> **TASK TO CARRY OUT**
Whenever a line in the records below contains "linecap", pick it out.

> **INFORMATION GIVEN**

----------------------------------------

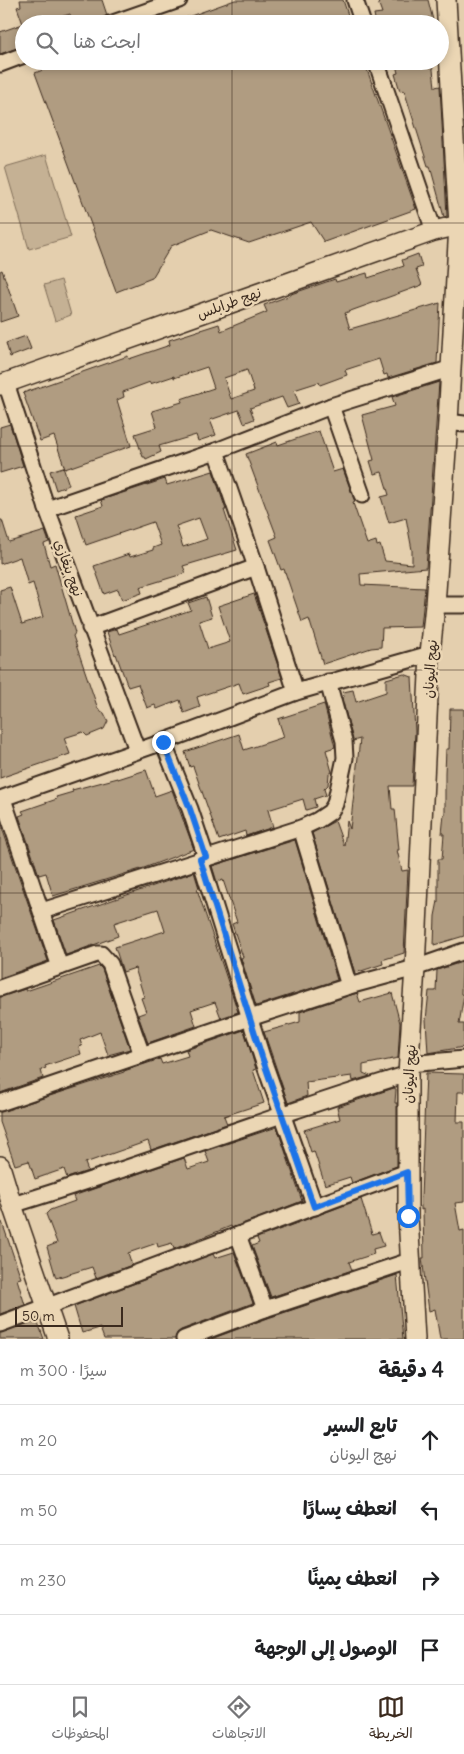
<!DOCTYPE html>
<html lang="ar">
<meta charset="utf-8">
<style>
:root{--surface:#fff;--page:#f2f2f2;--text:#202124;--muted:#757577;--line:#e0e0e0;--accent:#3b2a1e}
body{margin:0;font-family:Delius,"Playpen Sans Arabic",sans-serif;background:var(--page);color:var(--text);direction:rtl}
.scale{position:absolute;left:15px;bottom:12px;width:108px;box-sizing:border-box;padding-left:5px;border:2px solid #3b2a1e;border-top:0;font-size:14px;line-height:18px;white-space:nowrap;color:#3b2a1e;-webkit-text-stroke:4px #ebd6b4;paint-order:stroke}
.stop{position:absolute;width:15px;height:15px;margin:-11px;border:4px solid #1a73e8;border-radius:50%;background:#fff}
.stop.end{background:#1a73e8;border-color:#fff;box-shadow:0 1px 5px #0008}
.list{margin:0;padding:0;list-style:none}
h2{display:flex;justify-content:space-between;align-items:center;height:65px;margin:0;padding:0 20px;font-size:21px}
h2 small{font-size:16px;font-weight:400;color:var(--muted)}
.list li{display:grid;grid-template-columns:32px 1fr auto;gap:15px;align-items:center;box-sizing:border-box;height:70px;padding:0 20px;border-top:1px solid var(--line)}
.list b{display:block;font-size:19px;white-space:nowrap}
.list p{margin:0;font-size:16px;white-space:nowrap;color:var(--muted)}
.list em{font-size:16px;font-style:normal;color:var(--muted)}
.icon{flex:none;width:28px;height:28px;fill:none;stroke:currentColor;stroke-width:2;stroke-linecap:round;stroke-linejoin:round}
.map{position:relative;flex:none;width:464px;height:1339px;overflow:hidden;direction:ltr}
.search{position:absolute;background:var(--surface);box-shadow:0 2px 8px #0003;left:15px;right:15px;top:15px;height:55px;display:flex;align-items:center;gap:12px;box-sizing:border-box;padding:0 18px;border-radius:28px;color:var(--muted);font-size:19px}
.sheet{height:345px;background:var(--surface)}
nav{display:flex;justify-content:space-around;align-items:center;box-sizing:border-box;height:70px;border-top:1px solid var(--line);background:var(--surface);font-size:14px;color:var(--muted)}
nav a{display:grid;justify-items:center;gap:2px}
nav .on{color:var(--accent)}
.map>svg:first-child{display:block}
.green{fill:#c5b194;stroke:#806e59}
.building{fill:#b09c81;stroke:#3b2a1e;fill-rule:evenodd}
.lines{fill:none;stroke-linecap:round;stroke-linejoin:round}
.minor-casing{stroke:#3b2a1e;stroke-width:19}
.tertiary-casing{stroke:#3b2a1e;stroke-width:22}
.minor{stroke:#ebd6b4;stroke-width:15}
.tertiary{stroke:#ebd6b4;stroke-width:19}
.route{stroke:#1a73e8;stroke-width:6}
.grid{fill:none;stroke:#3b2a1e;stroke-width:1;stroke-opacity:0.55}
.labels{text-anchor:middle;stroke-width:5;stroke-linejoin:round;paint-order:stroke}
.street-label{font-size:14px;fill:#3b2a1e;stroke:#ebd6b4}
</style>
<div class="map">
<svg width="464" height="1339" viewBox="0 0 464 1339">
<rect width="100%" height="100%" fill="#e4cfae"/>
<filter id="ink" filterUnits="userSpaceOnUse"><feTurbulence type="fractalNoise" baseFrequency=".02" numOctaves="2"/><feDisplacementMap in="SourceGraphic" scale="10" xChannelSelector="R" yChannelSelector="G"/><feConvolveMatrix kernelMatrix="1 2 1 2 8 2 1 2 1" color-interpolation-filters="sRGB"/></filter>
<g filter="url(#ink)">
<g class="green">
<path d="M46 155 71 237 29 249 5 167Z"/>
<path d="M61 280 71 315 55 321 44 285Z"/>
</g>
<g class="building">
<path d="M20 0H102L107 15 92 24H82L80 18 72 21 70 14 38 24H24V46L0 54V32L23 24 17 7 21 6Z"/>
<path d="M235 0H343L351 24H174V22Z"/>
<path d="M385 0H428L434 24H376L374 14 382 13 378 2Z"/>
<path d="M66 61H364L416 209 324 242 311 222 249 243 211 230 171 246 152 278 116 292 35 73Z"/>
<path d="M395 61H432L435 87 440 86 447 216 444 217 430 166H428L404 90 400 91 395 74 398 73Z"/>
<path d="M418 254 422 267 416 269 422 285 345 313 350 329 440 303 437 363 388 378 387 374 384 375 379 359 345 370 347 375 320 385 319 382 294 390 299 404 287 408 282 397 250 408 254 419 244 423 239 410 210 420 216 435 198 441 196 435 159 446 161 452 146 459 145 457H143L135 434 157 427 152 411 182 402 181 399 214 388 207 367 174 378V376L150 384V382L123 392 124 397 117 400 131 446 65 469 54 436 40 441 23 393 128 356 129 359 170 345 169 340 219 324 221 331 267 312 264 305 291 295V294L335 279 336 282 367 273 368 278 404 266 402 260ZM247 370 254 391 231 399 224 378Z"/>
<path d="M2 270 18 316 0 322V271Z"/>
<path d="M26 336 31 349 10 357 6 343Z"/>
<path d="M439 382 426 568 360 574 361 585 425 588 421 627 382 628 381 647 371 648 323 664 309 619 302 622 284 569 281 570 270 540 277 537 246 454 277 442 278 445 319 431 333 472 343 469 355 502 353 503 367 544 376 541 377 546 380 545 385 561 412 564V550L406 518 389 523 381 497 389 495 382 472 374 474 370 461 374 460 362 415 395 406 392 397Z"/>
<path d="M10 424 23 466 0 473V427Z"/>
<path d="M63 467 69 485 56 490 50 471Z"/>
<path d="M213 471 226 510H224L237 550 183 566 186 573 140 587 142 593 122 600 118 589 104 594 94 566 129 554 130 557 153 550V548L161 545 153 522 86 545 76 515 103 506 101 500 165 479 167 485ZM199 518 207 539 183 547 176 526Z"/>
<path d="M0 520H2L9 542 45 531 49 542 44 544 50 566 55 564 75 633 73 636 98 709 104 713 108 721 104 729 87 736 83 732 64 738 70 754 0 778V590L10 587 22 624 43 617 33 583 28 585 20 557 0 564Z"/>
<path d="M254 594 282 678 269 682 270 685 243 694 239 683 197 697 200 707 184 713 180 700 157 709 155 705 147 708 138 684 128 687 116 654 115 655 107 632 117 629 119 634 191 610 188 603 206 597 212 617 199 621 208 649 230 642 218 606Z"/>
<path d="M404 674 412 677 415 732 412 786H390L392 809H395L399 850H397L402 871 408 870 404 953 382 960 383 964 355 973 312 833 335 821 344 846 347 821 350 829 360 739 353 741 342 698 344 697 343 692 353 690 356 702 386 692V679Z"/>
<path d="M324 704 335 747 326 750 332 772 329 774 328 785 324 789 326 795 314 799 316 807 306 810 303 799 268 810 273 827 246 836 245 831 219 840 193 766 190 767 185 752 239 734 244 750 284 737 278 719Z"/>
<path d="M450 709H464V936L434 945 435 916 438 901V859H442L444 834H442L444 814H445V773L446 749H449Z"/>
<path d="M146 770 155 796 172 790 194 849 144 868 53 896 46 873 39 875 19 816 24 814 22 811 57 799 56 797 73 792 72 790 118 778V779Z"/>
<path d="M0 822 48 961 0 978Z"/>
<path d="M295 840 337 980 256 1006 241 958 243 957 232 924 237 922 223 880 217 882 212 866Z"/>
<path d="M194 872 199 888 197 889 238 1012 221 1018 215 1002 191 1010 196 1026 148 1043 138 1015 146 1012 141 998 144 997 135 968 123 972 115 947 165 931 158 909 114 923 118 936 66 955 54 920Z"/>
<path d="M462 962 461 994 464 995 459 1024H464V1047L428 1053 426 1020 429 991H436L437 970Z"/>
<path d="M99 966 102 969 130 1049 108 1055 100 1032 80 1040 82 1046 79 1047 81 1054 45 1066 46 1068 41 1070 43 1078 0 1093V997L25 989 26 991Z"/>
<path d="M357 993 360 1002 392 993 400 1023 398 1058 363 1065V1073L370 1076 353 1081 352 1076 306 1082 307 1096 288 1103 264 1032 300 1022V1012Z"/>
<path d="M244 1030 256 1069 253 1070 264 1103 224 1116 227 1124 151 1150 148 1141 85 1163 88 1171 67 1178 64 1169 35 1179 29 1161 15 1165 0 1122V1112L124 1072V1071L160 1059 162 1064 188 1056 186 1050Z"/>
<path d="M426 1073 464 1074V1092H458L457 1122H464V1202L455 1203 460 1231 464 1230V1339H440L435 1309 429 1311 422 1258H424L423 1209 421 1210V1197Z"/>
<path d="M394 1088 396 1089 395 1103H397V1166L352 1183 350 1177 325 1185 314 1151 311 1152 304 1130 340 1119 337 1107Z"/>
<path d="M277 1127 302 1201 232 1228 231 1226 174 1249 172 1243 158 1247 157 1243 128 1253 132 1265 96 1278 92 1267 56 1278 47 1247 57 1243 46 1214 50 1210 75 1201 73 1196 184 1158 188 1169 209 1162 205 1151Z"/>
<path d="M361 1199 372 1234 379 1232 384 1246 373 1249 374 1254 349 1262 352 1270 271 1297 252 1246 259 1243 257 1238Z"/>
<path d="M0 1222H2L21 1278 17 1279 25 1305 0 1314Z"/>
<path d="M234 1252 253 1303 181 1330 177 1333 175 1339H104L100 1328 82 1333 74 1306 213 1254 215 1258Z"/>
<path d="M397 1275 403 1339H211L268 1318Z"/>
<path d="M37 1320 44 1339H0V1333Z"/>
</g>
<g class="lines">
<g class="minor-casing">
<g id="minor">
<path d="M355 0 363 24"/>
<path d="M110 24 179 0"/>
<path d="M376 61 434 231"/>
<path d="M0 64 24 55"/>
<path d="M6 383 47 509 137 750"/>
<path d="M331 406 362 495"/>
<path d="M448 422 464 424"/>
<path d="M216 451 256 567 296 692"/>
<path d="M47 509 216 451 331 406 452 368"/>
<path d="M435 605H464"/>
<path d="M90 628 256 567"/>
<path d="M163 742 190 809 206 857"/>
<path d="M0 799 163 742 296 692 430 654"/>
<path d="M3 799 60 967"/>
<path d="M301 828 349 986"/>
<path d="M200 859 262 1057 315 1207"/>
<path d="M42 911 301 828 318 820 330 812 335 804 345 758 344 741 328 682"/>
<path d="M0 988 97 954H101L110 964 142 1055"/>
<path d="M409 1064 464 1059"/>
<path d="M0 1103 250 1018 349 986 415 968 464 951"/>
<path d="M12 1205C145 1165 275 1114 408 1074"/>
<path d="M238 1235 265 1309"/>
<path d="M0 1324 407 1172"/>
<path d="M184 1339 265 1309 409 1261"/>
</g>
</g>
<g class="tertiary-casing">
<g id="tertiary">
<path d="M0 385 434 231 459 225"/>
<path d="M0 1166 12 1205 58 1339"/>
<path d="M415 1339 408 1216V1074L415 968 430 654 435 605 448 422 459 225 446 0"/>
</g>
</g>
<use href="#minor" class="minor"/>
<use href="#tertiary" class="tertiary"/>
</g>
</g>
<g class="lines" filter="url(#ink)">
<path class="route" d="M163 742 190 809 206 857 200 859 262 1057 314 1207 407 1172 408 1216"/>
</g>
<path class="grid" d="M232 0V24M232 61V1339M0 223H464M0 446H464M0 670H464M0 893H464M0 1116H464"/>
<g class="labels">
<g class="street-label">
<text transform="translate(229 303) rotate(-20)" y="5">نهج طرابلس</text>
<text transform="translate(69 568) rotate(70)" y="5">نهج بنغازي</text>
<text transform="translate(430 669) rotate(-86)" y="5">نهج اليونان</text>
<text transform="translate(409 1074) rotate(-87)" y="5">نهج اليونان</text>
</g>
</g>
</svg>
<div class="scale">50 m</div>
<div class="stop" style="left:408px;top:1216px"></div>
<div class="stop end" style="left:163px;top:742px"></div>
<div class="search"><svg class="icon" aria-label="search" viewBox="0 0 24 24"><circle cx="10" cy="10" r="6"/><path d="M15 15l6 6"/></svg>ابحث هنا</div>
</div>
<section class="sheet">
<h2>4 دقيقة<small>سيرًا · 300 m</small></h2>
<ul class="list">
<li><svg class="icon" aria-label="ahead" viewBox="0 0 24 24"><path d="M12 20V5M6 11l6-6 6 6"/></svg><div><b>تابع السير</b><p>نهج اليونان</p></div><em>20 m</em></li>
<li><svg class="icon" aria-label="left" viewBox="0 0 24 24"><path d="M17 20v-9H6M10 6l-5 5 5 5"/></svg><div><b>انعطف يسارًا</b></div><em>50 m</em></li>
<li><svg class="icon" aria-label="right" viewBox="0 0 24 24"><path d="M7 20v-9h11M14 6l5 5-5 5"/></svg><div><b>انعطف يمينًا</b></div><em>230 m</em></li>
<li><svg class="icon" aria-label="arrive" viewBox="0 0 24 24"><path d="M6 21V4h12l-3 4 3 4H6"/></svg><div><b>الوصول إلى الوجهة</b></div></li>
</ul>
</section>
<nav>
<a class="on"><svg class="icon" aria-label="map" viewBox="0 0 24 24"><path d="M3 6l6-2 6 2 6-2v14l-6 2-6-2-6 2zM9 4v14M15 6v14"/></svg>الخريطة</a>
<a><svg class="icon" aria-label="directions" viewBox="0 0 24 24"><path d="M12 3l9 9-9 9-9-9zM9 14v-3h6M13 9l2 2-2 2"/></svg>الاتجاهات</a>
<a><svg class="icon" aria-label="saved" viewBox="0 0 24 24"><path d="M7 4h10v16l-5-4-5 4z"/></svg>المحفوظات</a>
</nav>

----------------------------------------

> **PROBLEM SOLUTION**
.icon{flex:none;width:28px;height:28px;fill:none;stroke:currentColor;stroke-width:2;stroke-linecap:round;stroke-linejoin:round}
.lines{fill:none;stroke-linecap:round;stroke-linejoin:round}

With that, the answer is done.